The polymer fluorescent microspheres of preparation, particle diameter and fluorescence intensity are even, relative standard deviation is little, the fluorescent microsphere of various different brightness all can obtain, when on flow cytometer, analyzing, forward angle light scatter light numerical value, lateral angle scattered light numerical value and brightness number distribute very narrow, not with the cell distribution region overlapping; The fluorescence emission spectrum wide ranges, under same excitation light source, green fluorescence (FL-1), yellow fluorescence (FL-2) and red fluorescence (FL-3) all can obtain, and cover the fluorescence spectrum scope of most cells staining agent, have satisfied the requirement of flow cytometer to the fluorescent microsphere emmission spectrum.

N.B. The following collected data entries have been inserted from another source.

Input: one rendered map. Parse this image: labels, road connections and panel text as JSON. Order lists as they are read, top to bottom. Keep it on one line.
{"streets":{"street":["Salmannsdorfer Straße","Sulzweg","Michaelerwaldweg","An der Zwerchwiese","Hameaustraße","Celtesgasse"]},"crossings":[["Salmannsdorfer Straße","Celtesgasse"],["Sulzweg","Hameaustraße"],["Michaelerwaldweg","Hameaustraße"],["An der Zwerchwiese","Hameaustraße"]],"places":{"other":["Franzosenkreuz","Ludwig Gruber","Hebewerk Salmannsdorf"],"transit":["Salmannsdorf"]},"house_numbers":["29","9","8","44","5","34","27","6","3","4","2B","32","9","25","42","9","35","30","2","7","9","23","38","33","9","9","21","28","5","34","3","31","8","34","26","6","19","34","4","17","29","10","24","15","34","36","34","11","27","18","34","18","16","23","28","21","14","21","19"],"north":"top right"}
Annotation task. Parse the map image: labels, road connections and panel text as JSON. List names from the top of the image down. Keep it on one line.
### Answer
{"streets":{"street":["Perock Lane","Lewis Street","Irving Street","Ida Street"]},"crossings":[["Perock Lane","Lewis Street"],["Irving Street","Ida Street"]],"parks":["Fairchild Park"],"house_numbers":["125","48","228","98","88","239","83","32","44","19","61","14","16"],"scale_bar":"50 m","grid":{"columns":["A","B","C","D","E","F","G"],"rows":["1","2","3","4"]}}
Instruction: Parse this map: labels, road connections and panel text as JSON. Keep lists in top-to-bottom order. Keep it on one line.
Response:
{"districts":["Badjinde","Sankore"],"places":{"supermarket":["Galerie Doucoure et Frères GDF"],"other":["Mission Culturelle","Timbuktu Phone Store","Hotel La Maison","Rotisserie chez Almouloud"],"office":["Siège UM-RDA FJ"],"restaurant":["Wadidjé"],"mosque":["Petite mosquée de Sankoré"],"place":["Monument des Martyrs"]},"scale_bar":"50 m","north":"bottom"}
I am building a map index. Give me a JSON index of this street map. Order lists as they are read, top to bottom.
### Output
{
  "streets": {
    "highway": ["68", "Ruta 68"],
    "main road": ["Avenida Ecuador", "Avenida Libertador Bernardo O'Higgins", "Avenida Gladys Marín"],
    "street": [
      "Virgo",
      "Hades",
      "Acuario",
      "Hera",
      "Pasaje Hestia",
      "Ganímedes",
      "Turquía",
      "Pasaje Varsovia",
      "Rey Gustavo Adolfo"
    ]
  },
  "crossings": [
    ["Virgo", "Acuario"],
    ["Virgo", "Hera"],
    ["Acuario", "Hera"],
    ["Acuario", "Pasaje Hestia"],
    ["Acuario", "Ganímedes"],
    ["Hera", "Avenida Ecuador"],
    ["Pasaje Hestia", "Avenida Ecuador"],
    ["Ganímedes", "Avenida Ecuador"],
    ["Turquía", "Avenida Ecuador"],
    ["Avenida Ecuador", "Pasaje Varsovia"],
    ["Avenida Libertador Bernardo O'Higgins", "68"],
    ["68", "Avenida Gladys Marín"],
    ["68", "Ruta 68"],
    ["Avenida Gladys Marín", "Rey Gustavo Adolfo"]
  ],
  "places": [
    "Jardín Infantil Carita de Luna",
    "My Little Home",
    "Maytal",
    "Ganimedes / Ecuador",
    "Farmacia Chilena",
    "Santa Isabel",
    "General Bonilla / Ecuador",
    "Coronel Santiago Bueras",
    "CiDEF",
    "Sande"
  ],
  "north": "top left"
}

Polymer microballoon can adopt normally used method, as processing molding method, is first with the polymer materials dissolution with solvents, can simultaneously fluorescein be dissolved in the solvent to add; Under dispersed with stirring such as mechanical stirring, magnetic agitation condition, oil phase is joined aqueous phase gradually then, perhaps by film such as SPG film, microfiltration membrane, oil phase is dispersed in aqueous phase, the lucifuge 1-24h that volatilizees in air takes out washing then for several times with polymer microballoon; Described water comprises one or more in common emulsifying agent, tackifier, pH value conditioning agent, low mass molecule alcohol class, inorganic salt, the sucrose.
In a word, compare with existing material, the fluorescent microsphere that the present invention relates to has that preparation technology is simple, fluorescent brightness is high, fluorescence emission spectrum wide ranges, size distribution are even, relative standard deviation is little, can be applicable to absolute counting microballoon, fluoroimmunoassay microballoon, biosensor, the micro-control streaming chip of flow cytometer, the calibration object of fluorescent microscope etc. and analyzes separation field.
Description of drawings
Fig. 1: the photo of fluorescent microsphere when no exciting light;
Fig. 2: fluorescent microsphere is at λ
EPhoto when=450~480nm, spectral filter>515nm, the jaundice green fluorescence;
Fig. 3: fluorescent microsphere is at λ
EPhoto when=515~545nm, spectral filter>590nm, rubescent look fluorescence;
Fig. 4: fluorescent microsphere is at λ
EPhoto when=350~380nm, spectral filter>420nm, jaundice look fluorescence.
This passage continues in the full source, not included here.